This is a question that I also placed at
https://www.researchgate.net/post/Fractional_calculus_domain_is_it_dying
but that I placed here also for more visibility.
Fractional models are they physically consistent?
Let consider a very simple fractional model described by the transfer function H(s) = 1/s^n. You can stay looking at the Laplace representation of such a system, or you can try look at this model from a different perspective.
1 – You can compute its impulse response using the Cauchy’s method involving a Bromwich-Wagner path and thus you obtain an integral whose Laplace transform is :
H(s)=int(x^(-n)/(s+x)dx) with x in [0, infinity]
See for instance [1][2][3].
2 – You can also split integral H(s) into two parts to obtain a diffusive representation [4] [5] and then, using spatial Fourier transform on this diffusive representation you get a diffusion equation with a distributed sensor, defined on an infinite spatial domain. (See [2] and [3] for computation details).
In the case 1) the model exhibits infinitely small and infinitely large time constant. Is it physically consistent to use a model with infinitely fast dynamics ? Also the infinitely large time constants are at the origin of the long memory and more exactly of the infinite memory. Is it physically consistent for a model to have an infinite memory?
In the case 2), the model definition on an infinite space domain is questionable. Is it physically consistent for a model to be define on this kind of space domain? Note that infinite domain generates the infinite memory previously highlighted.
This questioning on physical consistency is not limited to fractional integrator case but can be extended, with the same analysis tools to fractional partial or not differential equations [6], pseudo state space descriptions [7], …..
This is in my opinions the reasons that justify that it is impossible to gives a physical interpretation of fractional differentiation and fractional model, unless considering non-physical assumptions (infinite space). Otherwise, how to justify an infinite memory or infinitely fast time constants.
The kernel singularity is not the only problem that can be solved by the introduction of new kernel to produce fractional behaviours. As shown in [3] [8], Many other kernel exit, that also solve the singularity problem, by that also solve the consistency problem evocated here.
[1] - Sabatier J., Merveillaut M., Malti R., Oustaloup A. (2008), On a Representation of Fractional Order Systems: Interests for the Initial Condition Problem, 3rd IFAC Workshop on "Fractional Differentiation and its Applications" (FDA'08), Ankara, Turkey, November 5-7.
[2] - Sabatier J., Merveillaut M., Malti R., Oustaloup A. (2010), How to Impose Physically Coherent Initial Conditions to a Fractional System? Communications in Nonlinear Science and Numerical Simulation, Vol 15, No. 5.
[3] J. SABATIER - Non-singular kernels for modelling power law type long memory behaviours and beyond,Cybernetics and Systems, pp. 1-19, doi:10.1080/01969722.2020.1758470.
[4] - Matignon, D. Stability properties for generalized fractional differential systems. ESAIM Proc. 1998, 5, 145–158.

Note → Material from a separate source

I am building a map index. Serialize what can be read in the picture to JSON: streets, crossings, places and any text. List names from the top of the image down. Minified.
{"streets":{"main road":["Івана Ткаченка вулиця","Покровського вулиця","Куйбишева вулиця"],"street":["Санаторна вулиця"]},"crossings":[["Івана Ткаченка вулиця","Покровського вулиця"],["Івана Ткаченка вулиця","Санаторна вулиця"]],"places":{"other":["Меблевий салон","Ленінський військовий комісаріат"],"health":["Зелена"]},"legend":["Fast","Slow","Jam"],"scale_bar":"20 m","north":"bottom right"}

[5] - Montseny, G. Diffusive representation of pseudo‐differential time‐operators. ESAIM Proc. 1998, 5, 159–175.
[6] - Sabatier J., Farges C. (2018), Comments on the description and initialization of fractional partial differential equations using Riemann-Liouville's and Caputo's definitions, Journal of Computational and Applied Mathematics, Vol. 339, pp 30-39.
[7] - J. SABATIER, Fractional state space description: a particular case of the Volterra equation, Fractal and Fractional, Vol. 4, N° 23, doi:10.3390/fractalfract4020023
[8] - J. SABATIER, Introduction of new kernels and new models to solve the drawbacks of fractional integration/differentiation operators and classical fractional order models
Thank you for this nice discussion/explanation. I learnt a lot especially in relation with transfer funtions. I am not too old on fractional calculus but I was soon interessted about time-fractional Navier-Stokes equations. There is a plenty of papers studing the subject from all perspectives(theoritical and numerical..). I was looking for a motivation for the problem. Why should I use the fractional derivative with respect to time instead of the simple one derivative? . The motivation given by Zhou and Peng is that such model is suitable for fractal medias without more explanations. Others just motivate generally fractional models. What do you think about that?
Professor Jocelyn Sabatier , considering your comments. When talking about numerical methods, I was using methods proposed by Article Numerical Solution of Fractional Differential Equations: A S...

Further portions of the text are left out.